I'm new to this forum, but have been in the HSE profession a number of years - but this is a new thing for me that I have come across.

We had a Delivery Driver reversing on our site with a Banksman watching the rear of the vehicle due to cars and on-coming on-site vehicles. 

The driver as turning hit the front bumper and wing-mirror on the HGV on a container as they were turning. 

The banksman could not see this point of the vehicle due to the angle, yet the driver could see this. 

The haulier is putting sole blame down to us and our banksman?

Where do i stand in terms of legislation (if any?) and who is responsible for this damage?

Thank you kindly, Charlie

A Kurdziel  
#2 Posted : 10 January 2018 11:22:26(UTC)
Rank: Super forum user
A Kurdziel

Well this has nothing to do with criminal law so RTA and all that does not apply.  That leaves civil action for negligence which of course something down to common law driven by court precedence, rather than any specific legislation.  I am assuming that the driver’s company is threatening to sue your company for compensation on the grounds of negligence by your banksman using the principle of your vicarious liability for your banksman’s actions.

To claim for negligence you need to prove 3 things:

  • Duty of care owed
  • Failure to discharge that duty
  • That failure to discharge that duty leading to a loss.

So yes you had a duty of care to that driver and that lorry. Was there a failure to discharge that duty? Moot point and since you claim the incident happened at the front of the vehicle and the banksman was at the back, it becomes even more moot.

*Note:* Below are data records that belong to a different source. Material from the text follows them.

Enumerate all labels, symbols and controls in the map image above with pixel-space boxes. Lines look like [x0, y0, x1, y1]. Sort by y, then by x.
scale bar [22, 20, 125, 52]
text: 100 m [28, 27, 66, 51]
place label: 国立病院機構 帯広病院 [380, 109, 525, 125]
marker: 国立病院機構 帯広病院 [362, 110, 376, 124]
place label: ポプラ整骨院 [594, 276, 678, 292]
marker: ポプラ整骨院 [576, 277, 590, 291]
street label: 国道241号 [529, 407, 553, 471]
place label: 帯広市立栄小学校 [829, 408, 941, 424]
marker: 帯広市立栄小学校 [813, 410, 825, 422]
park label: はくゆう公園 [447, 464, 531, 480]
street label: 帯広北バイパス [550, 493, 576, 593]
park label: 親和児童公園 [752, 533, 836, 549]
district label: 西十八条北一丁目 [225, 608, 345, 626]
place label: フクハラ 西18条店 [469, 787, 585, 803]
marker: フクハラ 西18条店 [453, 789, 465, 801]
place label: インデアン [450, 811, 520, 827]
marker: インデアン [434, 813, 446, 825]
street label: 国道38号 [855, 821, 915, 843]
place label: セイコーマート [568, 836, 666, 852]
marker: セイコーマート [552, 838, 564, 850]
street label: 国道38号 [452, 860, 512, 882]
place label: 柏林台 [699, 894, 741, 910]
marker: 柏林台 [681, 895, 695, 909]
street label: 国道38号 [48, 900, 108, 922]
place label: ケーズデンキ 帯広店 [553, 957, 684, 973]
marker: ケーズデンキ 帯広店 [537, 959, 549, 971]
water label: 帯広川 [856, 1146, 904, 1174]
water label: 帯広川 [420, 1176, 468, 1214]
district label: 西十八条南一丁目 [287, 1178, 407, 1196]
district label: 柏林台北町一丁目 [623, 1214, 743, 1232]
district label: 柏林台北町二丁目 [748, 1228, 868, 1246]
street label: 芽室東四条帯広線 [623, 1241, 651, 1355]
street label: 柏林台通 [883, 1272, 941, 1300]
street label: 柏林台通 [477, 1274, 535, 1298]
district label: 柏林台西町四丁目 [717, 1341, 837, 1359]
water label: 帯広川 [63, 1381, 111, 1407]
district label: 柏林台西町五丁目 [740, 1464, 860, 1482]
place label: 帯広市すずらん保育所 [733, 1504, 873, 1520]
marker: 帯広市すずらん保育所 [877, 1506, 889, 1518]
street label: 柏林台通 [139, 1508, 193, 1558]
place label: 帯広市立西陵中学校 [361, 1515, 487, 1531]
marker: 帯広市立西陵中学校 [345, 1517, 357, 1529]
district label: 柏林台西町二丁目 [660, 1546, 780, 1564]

Have they actually made a claim? Has it been passed on to your insurers? If so what do they say?

fairlieg  
#3 Posted : 10 January 2018 11:31:14(UTC)
Rank: Forum user
fairlieg

The "legislation" that would cover this would be the site rules.

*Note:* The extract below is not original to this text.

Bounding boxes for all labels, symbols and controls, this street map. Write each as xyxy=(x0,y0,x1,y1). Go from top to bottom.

So for example if the site rules required that vehicles may not reverse without a banksman then who ever provides the banksman should ensure that there is an effective process in place.

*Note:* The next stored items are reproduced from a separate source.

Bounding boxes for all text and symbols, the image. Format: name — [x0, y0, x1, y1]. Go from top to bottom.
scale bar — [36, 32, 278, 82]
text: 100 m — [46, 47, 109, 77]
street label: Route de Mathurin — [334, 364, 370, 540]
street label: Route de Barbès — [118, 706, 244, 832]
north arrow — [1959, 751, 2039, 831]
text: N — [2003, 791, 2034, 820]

I think in this case there would be an element of shared negelgence, clearly the haulier will try to apportion blame to you as you would to them.  Pass the informaiton to your insurers and let them deal with it.

Learn from the incident and improve the banksman process regardless of who is deemed blameworthy, next time if might be a person the HGV hits not a container.

CharlieUK  
#4 Posted : 10 January 2018 11:32:19(UTC)
Rank: New forum user
CharlieUK

Originally Posted by: A Kurdziel Go to Quoted Post

Well this has nothing to do with criminal law so RTA and all that does not apply.  That leaves civil action for negligence which of course something down to common law driven by court precedence, rather than any specific legislation.  I am assuming that the driver’s company is threatening to sue your company for compensation on the grounds of negligence by your banksman using the principle of your vicarious liability for your banksman’s actions.

To claim for negligence you need to prove 3 things:

  • Duty of care owed
  • Failure to discharge that duty
  • That failure to discharge that duty leading to a loss.

So yes you had a duty of care to that driver and that lorry. Was there a failure to discharge that duty? Moot point and since you claim the incident happened at the front of the vehicle and the banksman was at the back, it becomes even more moot.

Have they actually made a claim? Has it been passed on to your insurers? If so what do they say?

Hello A Kurdziel,

Many thank for the prompt reply.

We had a banksman at the rear of the vehicle as due to the site layout there is sometimes on-coming site car travelling due to the time of the day. A trained and competent banksman was at all times in clear visibility of the driver and aiding with the reversing manouver. 

Yes we provided DoC in assisting with the reversing of the vehicle. We didn't fail in assiting with the reversing The damage was at the front of the HGV which our banksman could not see due to positioning to allow for safe reversing.

Moot point indeed, that it happened on the drivers near-side; which only he could see, as with communication with the driver our banksman was to be positioned at the rear. If he was in control of the vehicle then surely he should have been checking with both the banksman and the front of the vehicle to ensure safe, and not total reliance on our banksman?

They have not made a claim, but currently with e-mail communications they are expecting use to compensate for the damages to their vehicle. 

Regards, Charlie

CharlieUK  
#5 Posted : 10 January 2018 12:07:08(UTC)
Rank: New forum user
CharlieUK

Originally Posted by: fairlieg Go to Quoted Post

The "legislation" that would cover this would be the site rules.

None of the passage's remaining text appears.